L’épisode concerne le sosie de Stanislas, Belfiore, envoyé au château du Baron de Kelbar. De doubles noces s’y préparent : sa fille Giulietta doit épouser le trésorier des États de Bretagne, La Rocca, mariage arrangé et efficace politiquement, et la nièce de Kelbar, la Marquise del Poggio doit épouser le comte Ivrea. Mais Giulietta aime le neveu de La Rocca, Edoardo et la Marquise del Poggio aime justement Belfiore, avec qui elle a eu une tendre liaison.
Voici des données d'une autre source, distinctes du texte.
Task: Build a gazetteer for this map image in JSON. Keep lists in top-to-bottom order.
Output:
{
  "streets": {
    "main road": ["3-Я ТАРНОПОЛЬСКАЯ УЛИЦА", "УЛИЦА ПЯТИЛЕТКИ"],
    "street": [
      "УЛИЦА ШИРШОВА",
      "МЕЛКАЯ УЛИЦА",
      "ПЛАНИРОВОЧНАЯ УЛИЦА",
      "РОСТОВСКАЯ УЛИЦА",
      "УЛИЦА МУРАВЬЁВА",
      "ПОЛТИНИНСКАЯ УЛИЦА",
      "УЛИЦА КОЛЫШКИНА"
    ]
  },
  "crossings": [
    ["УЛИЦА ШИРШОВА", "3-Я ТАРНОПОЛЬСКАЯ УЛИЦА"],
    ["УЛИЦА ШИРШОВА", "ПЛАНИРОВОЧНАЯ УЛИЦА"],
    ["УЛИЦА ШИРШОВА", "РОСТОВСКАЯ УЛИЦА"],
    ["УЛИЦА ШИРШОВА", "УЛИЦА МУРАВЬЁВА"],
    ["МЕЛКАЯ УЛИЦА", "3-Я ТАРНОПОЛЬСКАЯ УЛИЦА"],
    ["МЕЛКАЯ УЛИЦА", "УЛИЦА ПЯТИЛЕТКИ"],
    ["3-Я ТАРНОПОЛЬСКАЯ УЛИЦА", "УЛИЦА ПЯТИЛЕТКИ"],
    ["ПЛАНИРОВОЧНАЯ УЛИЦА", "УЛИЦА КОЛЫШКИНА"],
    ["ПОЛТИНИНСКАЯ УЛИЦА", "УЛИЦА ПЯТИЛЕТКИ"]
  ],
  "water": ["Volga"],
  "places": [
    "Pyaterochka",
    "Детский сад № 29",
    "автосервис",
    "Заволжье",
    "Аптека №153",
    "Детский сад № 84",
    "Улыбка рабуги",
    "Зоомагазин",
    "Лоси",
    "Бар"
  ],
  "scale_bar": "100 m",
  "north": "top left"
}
Après quelques péripéties, Belfiore, en faux Stanislas, aidera Edoardo à épouser Giulietta et pourra révéler sa véritable identité, pour épouser la marquise : tout est bien qui finit bien.
L’œuvre a été reprise avec plus de succès sous le titre « Il finto Stanislao », le titre original Un giorno di regno rappelant de manière trop cruelle que l’opéra ne fut représenté qu’un soir à sa création.
La musique sans vraiment annoncer le génie verdien, est loin d’être aussi faible qu’on a pu le dire, mais elle est très hétérogène, très proche à bien des égards du style de Rossini, maestrissimo resté le plus représenté en Europe y compris dix ans après avoir abandonné l’écriture d’opéras, aussi bien dans la forme que les rythmes et notamment dans les ensembles. Mais par moments la couleur de l’œuvre devient plus mélancolique (notamment la cavatine de Giulietta Non san quant'io nel petto ) et nettement influencée par Bellini, dans les parties plus intérieures, mais aussi dans certains rythmes d’ensembles bien inspirés notamment par I puritani. Enfin, certains moments plus martiaux et plus énergiques annoncent tout de même le Verdi des années suivantes. Mais ce style plus personnel, dont on remarque tout de même la force, est un peu brouillé par cette couleur à la fois rossinienne et bellinienne, comme tiraillé entre des pôles peut-être trop ouvertement cités. Il reste que la mélodie, les ensembles, composent un opéra particulièrement roboratif : le public fredonnait déjà certains airs à la sortie de la représentation du 6 octobre.
Et cette force, cette joie de vivre, cette énergie, la jeune distribution la porte avec un engagement résolu. Comme le spectacle se joue presque chaque soir du 28 Septembre au 21 octobre, deux distributions ont été composées, celle que nous avons vue est très homogène, dans une œuvre qui ne pointe pas forcément des premiers rôles : chacun a au moins un air entre Kelbar, Belfiore, La marchesa del Poggio, Giulietta et Edoardo. Par ailleurs, dans un espace aussi réduit, les voix sont proches, la projection correcte parce qu’elles n’ont pas besoin de forcer le volume, et il faudrait les entendre dans un espace plus vaste pour s’en faire une idée exacte. Néanmoins on remarque la belle voix de baryton du Belfiore d’Alessio Verna, qui avec un phrasé impeccable, du style et de l’élégance rend à la fois le personnage de faux roi, mais aussi l’humanité et la bienveillance inhérente au rôle, ainsi que sa sympathique rouerie pour pouvoir épouser celle qu’il aime. C’est le plus rossinien par la couleur

Le spectacle s’ouvre sur une scène très rossinienne également de petit déjeuner entre Kelbar interprété par le baryton turc Levent Bakirci, beau son, souplesse de la diction, manquant un tantinet de projection, et surtout baryton au lieu de la basse bouffe voulue mais très à l’aise scéniquement dans le rôle. L'autre basse bouffe, La Rocca chantée élégamment par Matteo Loi, est tout aussi baryton que son compère. Évidemment, leurs voix plus claires nuisent peut-être à la couleur d’ensemble voulue, même si elles sont en soi correctes, vives, et parfaitement dans le ton.
Le jeune Carlos Cardoso est Edoardo, amoureux de Giulietta. On note le contrôle sur la voix, le style, un timbre agréable, sans toutefois être le tenore di grazia attendu (c’est plutôt un lyrique). Les moyens sont appréciables, même s’il devra améliorer la technique, notamment en évitant de gonfler le registre central et plus soigner les passages à l’aigu.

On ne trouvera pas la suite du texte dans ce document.